▶ [What is required]
In the lines below, find the one that contains "I need the bounding" and write it out exactly, along with every line that follows it.

▶ [Input for this task]

__________________________________________________

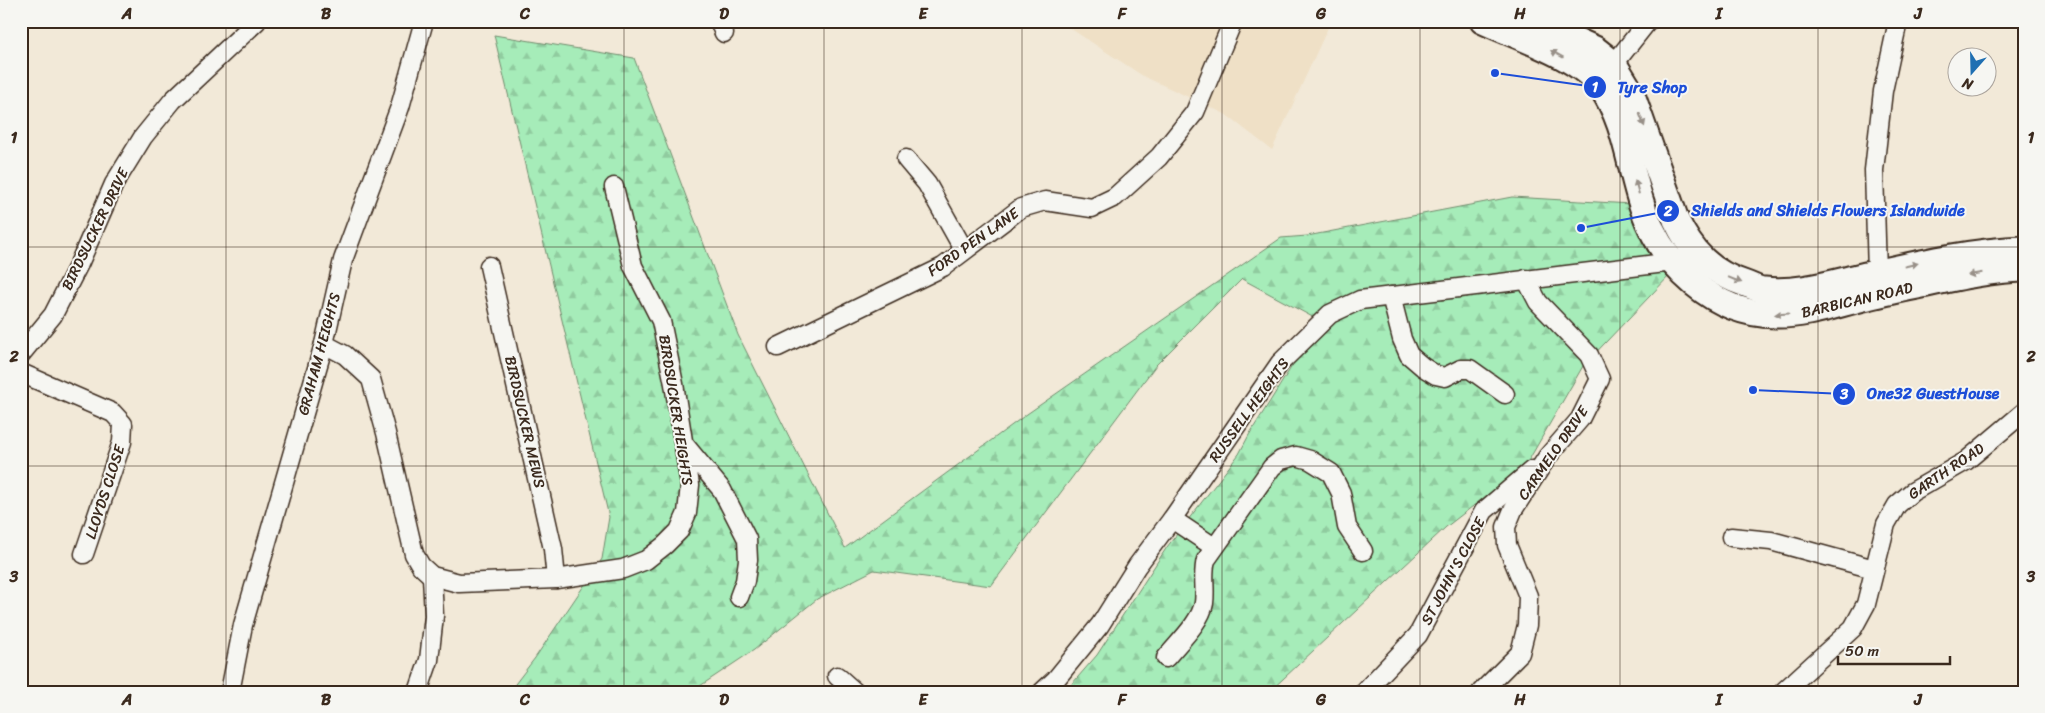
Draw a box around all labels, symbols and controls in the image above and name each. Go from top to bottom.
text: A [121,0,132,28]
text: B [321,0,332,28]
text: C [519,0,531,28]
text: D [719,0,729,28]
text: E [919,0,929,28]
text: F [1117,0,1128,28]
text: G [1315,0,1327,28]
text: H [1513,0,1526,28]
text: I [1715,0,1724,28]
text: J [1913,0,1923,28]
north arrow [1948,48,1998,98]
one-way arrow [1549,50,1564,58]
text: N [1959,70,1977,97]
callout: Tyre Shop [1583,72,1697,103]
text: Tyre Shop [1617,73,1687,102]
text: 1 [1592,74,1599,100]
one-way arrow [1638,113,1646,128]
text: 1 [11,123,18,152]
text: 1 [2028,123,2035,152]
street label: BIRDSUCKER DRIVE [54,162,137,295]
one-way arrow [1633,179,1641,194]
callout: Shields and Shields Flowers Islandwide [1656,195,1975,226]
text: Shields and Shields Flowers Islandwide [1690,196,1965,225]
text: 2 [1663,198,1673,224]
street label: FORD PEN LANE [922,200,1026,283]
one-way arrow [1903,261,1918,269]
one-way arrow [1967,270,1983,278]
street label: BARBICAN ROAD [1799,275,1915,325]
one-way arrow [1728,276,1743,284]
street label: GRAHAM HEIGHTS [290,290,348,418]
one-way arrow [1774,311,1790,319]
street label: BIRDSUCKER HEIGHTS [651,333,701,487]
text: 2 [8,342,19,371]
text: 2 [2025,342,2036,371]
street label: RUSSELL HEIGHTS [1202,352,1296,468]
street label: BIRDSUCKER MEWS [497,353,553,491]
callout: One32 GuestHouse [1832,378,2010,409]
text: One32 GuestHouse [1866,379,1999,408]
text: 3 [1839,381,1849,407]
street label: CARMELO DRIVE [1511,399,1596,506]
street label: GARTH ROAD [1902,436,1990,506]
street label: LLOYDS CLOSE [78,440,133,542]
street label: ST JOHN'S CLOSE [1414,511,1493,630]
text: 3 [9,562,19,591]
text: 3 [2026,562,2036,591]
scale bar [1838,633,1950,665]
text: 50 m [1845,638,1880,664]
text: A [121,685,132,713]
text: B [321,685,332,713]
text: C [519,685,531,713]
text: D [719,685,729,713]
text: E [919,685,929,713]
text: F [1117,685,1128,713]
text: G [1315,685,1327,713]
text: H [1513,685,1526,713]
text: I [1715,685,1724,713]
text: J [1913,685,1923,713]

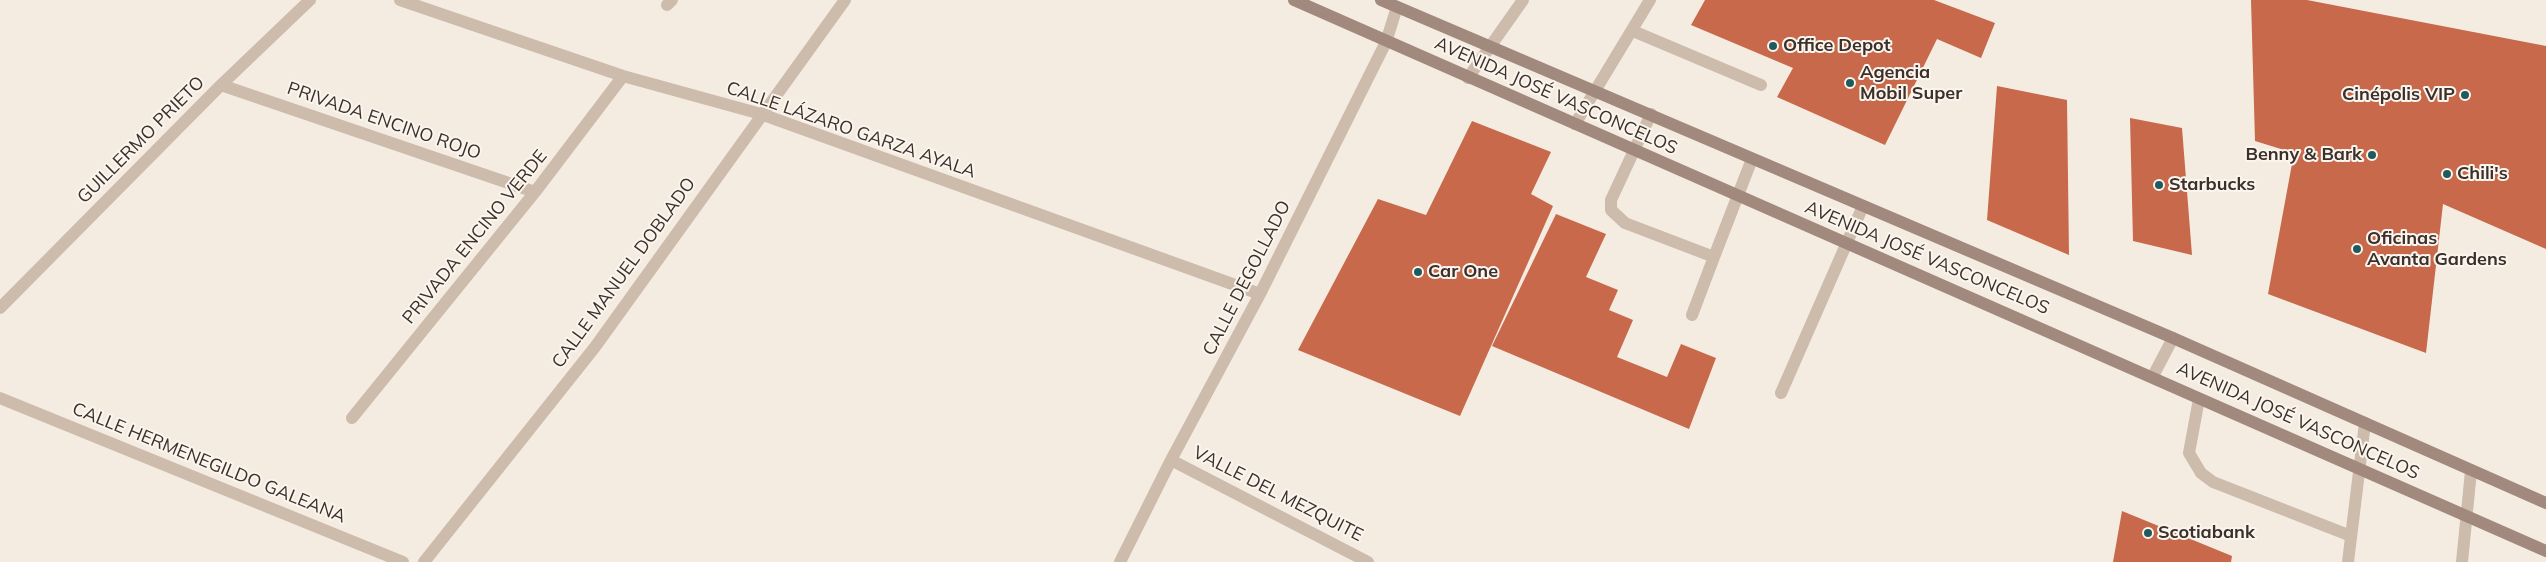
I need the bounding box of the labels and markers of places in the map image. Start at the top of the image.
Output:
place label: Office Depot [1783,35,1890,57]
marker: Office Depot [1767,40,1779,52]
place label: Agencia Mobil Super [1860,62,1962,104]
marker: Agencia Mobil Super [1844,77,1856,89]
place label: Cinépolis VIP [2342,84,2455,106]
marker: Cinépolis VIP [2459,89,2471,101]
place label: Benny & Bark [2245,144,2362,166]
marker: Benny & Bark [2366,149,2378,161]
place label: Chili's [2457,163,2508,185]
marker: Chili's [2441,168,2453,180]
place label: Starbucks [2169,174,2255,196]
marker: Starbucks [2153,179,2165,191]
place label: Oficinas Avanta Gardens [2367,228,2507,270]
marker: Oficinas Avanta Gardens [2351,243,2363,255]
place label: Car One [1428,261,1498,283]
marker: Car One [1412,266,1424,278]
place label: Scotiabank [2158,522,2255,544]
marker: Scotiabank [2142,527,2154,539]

__________________________________________________

▶ [Solution for this exercise]
I need the bounding box of the labels and markers of places in the map image. Start at the top of the image.
Output:
place label: Office Depot [1783,35,1890,57]
marker: Office Depot [1767,40,1779,52]
place label: Agencia Mobil Super [1860,62,1962,104]
marker: Agencia Mobil Super [1844,77,1856,89]
place label: Cinépolis VIP [2342,84,2455,106]
marker: Cinépolis VIP [2459,89,2471,101]
place label: Benny & Bark [2245,144,2362,166]
marker: Benny & Bark [2366,149,2378,161]
place label: Chili's [2457,163,2508,185]
marker: Chili's [2441,168,2453,180]
place label: Starbucks [2169,174,2255,196]
marker: Starbucks [2153,179,2165,191]
place label: Oficinas Avanta Gardens [2367,228,2507,270]
marker: Oficinas Avanta Gardens [2351,243,2363,255]
place label: Car One [1428,261,1498,283]
marker: Car One [1412,266,1424,278]
place label: Scotiabank [2158,522,2255,544]
marker: Scotiabank [2142,527,2154,539]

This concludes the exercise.